======== Excerpted data ========

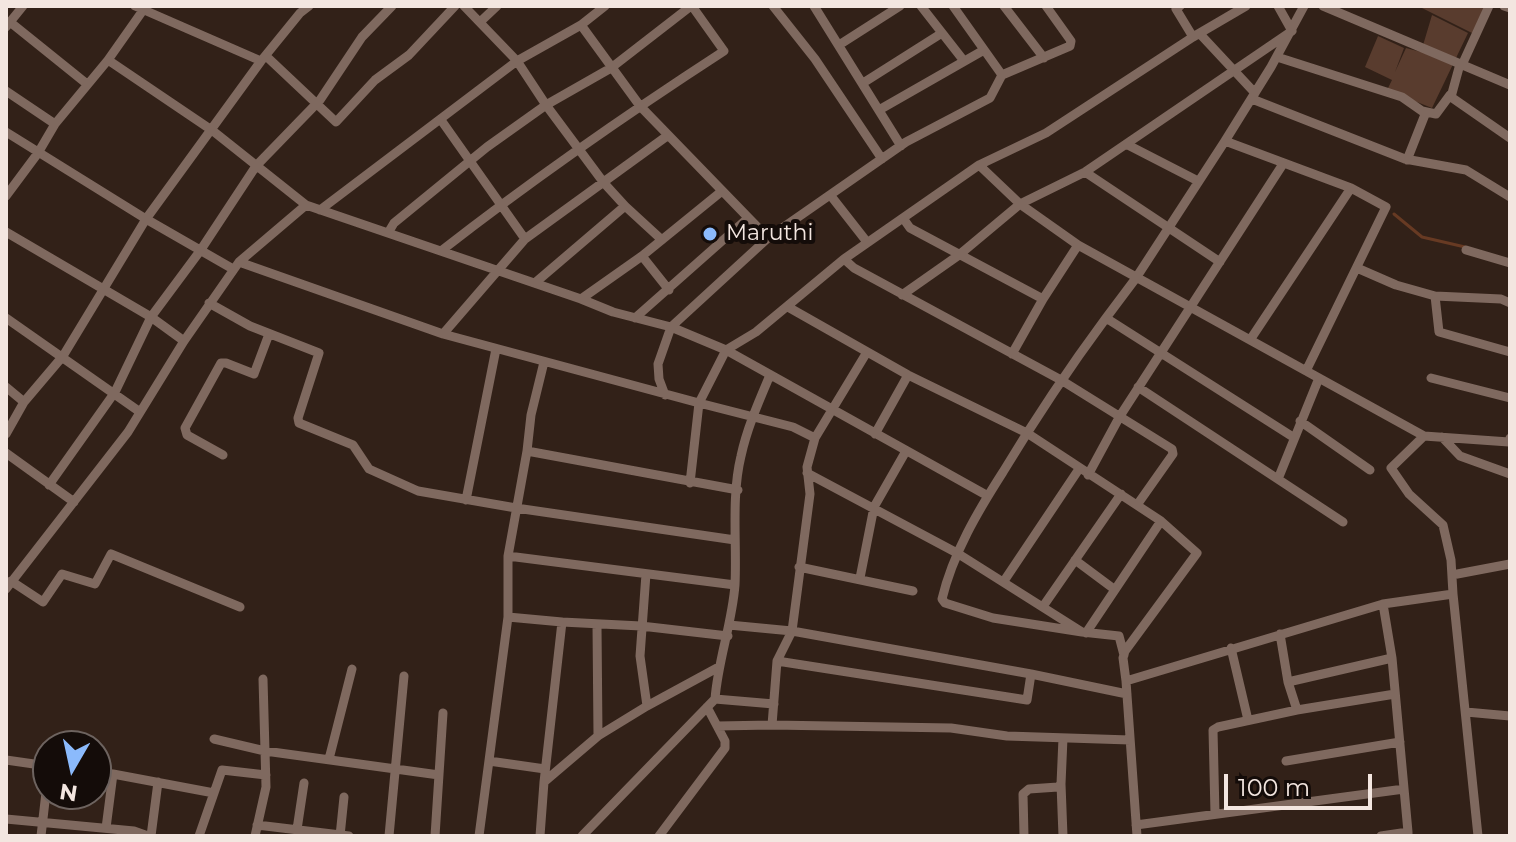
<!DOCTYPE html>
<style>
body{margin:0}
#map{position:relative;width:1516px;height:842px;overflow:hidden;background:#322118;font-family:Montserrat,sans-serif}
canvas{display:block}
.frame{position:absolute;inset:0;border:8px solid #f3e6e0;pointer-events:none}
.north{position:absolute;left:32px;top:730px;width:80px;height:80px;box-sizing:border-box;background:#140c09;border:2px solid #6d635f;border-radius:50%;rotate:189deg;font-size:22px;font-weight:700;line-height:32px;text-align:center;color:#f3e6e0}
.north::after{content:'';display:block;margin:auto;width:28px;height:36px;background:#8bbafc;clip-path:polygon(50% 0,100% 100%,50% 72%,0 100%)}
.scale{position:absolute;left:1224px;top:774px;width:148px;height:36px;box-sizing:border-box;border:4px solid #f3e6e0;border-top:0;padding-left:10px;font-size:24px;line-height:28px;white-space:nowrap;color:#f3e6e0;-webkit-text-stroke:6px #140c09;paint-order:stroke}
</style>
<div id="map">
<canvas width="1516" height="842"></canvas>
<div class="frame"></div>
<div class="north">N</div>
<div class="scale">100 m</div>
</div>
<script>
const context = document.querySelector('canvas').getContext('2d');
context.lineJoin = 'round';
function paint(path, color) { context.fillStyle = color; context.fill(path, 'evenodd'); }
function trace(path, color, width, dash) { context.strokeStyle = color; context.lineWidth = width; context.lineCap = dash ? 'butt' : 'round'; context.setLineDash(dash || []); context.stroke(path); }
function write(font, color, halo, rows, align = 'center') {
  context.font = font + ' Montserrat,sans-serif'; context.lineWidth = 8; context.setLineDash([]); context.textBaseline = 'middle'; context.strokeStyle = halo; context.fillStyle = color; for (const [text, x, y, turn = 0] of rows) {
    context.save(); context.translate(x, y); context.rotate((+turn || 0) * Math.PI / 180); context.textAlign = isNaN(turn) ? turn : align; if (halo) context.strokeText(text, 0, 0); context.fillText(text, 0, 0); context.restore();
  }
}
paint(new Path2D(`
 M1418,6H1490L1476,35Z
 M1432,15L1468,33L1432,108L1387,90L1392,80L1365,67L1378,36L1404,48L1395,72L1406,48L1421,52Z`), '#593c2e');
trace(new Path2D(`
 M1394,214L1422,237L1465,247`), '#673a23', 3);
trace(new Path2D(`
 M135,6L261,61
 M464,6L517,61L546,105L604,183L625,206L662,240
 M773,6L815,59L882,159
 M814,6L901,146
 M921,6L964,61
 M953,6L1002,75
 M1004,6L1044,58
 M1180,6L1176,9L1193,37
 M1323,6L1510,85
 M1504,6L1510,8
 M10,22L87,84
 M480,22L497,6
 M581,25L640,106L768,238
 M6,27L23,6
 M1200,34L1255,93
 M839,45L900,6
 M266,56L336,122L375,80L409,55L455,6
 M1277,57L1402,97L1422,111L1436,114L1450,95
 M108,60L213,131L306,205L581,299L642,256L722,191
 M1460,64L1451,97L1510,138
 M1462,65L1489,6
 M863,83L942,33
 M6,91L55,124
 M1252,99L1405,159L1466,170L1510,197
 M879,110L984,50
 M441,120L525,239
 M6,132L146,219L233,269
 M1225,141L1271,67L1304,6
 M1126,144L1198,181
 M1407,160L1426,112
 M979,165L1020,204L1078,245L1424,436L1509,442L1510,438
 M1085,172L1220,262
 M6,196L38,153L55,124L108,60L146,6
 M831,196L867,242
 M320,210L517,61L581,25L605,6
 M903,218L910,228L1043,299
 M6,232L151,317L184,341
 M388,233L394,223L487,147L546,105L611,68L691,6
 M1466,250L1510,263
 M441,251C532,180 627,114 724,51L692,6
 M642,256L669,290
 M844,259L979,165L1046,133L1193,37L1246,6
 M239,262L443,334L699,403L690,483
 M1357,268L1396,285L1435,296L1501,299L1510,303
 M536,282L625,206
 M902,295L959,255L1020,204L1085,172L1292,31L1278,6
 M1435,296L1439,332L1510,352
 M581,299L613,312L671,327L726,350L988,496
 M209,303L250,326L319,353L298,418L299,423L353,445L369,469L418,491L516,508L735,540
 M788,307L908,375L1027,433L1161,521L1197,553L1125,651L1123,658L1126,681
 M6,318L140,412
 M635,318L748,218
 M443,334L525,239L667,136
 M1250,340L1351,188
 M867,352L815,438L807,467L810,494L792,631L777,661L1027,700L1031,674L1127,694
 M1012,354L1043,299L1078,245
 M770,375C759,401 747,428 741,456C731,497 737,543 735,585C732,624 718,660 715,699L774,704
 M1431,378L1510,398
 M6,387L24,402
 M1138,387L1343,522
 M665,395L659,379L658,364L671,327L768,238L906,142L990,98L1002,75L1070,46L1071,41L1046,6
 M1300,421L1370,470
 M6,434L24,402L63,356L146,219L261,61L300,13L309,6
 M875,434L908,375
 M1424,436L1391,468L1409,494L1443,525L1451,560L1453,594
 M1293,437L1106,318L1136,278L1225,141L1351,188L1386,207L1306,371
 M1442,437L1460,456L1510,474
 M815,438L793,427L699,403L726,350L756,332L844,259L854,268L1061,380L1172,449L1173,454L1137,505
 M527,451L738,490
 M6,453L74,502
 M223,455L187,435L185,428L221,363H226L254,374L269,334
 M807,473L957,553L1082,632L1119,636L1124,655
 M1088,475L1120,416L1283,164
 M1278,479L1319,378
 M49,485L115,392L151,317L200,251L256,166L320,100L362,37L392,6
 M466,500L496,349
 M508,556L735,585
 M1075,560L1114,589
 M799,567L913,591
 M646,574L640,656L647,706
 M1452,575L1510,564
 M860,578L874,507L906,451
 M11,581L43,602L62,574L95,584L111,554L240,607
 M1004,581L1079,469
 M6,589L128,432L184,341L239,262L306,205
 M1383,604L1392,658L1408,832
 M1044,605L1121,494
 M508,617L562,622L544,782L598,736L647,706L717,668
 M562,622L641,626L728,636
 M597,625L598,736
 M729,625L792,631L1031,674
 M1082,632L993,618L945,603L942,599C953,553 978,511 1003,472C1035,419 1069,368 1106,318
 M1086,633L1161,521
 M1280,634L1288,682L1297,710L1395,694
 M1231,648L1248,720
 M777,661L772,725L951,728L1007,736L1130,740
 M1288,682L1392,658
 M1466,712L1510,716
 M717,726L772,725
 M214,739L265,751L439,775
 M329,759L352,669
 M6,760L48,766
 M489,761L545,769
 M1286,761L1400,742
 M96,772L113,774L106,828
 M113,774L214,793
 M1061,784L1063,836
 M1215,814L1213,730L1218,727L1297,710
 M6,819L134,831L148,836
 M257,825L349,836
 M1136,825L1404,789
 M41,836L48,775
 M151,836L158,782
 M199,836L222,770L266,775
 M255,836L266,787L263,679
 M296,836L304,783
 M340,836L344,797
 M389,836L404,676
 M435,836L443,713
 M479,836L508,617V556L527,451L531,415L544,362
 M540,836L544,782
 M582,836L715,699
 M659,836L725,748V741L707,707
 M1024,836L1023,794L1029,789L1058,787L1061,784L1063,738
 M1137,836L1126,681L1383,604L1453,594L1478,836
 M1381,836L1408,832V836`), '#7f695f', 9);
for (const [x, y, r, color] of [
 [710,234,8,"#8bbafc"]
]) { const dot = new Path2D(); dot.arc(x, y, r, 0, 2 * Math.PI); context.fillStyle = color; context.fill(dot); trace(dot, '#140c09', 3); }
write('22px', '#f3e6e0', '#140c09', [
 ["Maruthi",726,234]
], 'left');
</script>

========

Having found the line with "M255,836L266,787L263,679", transcribe it and each line after it to the end of the entries, with no other lines.

 M255,836L266,787L263,679
 M296,836L304,783
 M340,836L344,797
 M389,836L404,676
 M435,836L443,713
 M479,836L508,617V556L527,451L531,415L544,362
 M540,836L544,782
 M582,836L715,699
 M659,836L725,748V741L707,707
 M1024,836L1023,794L1029,789L1058,787L1061,784L1063,738
 M1137,836L1126,681L1383,604L1453,594L1478,836
 M1381,836L1408,832V836`), '#7f695f', 9);
for (const [x, y, r, color] of [
 [710,234,8,"#8bbafc"]
]) { const dot = new Path2D(); dot.arc(x, y, r, 0, 2 * Math.PI); context.fillStyle = color; context.fill(dot); trace(dot, '#140c09', 3); }
write('22px', '#f3e6e0', '#140c09', [
 ["Maruthi",726,234]
], 'left');
</script>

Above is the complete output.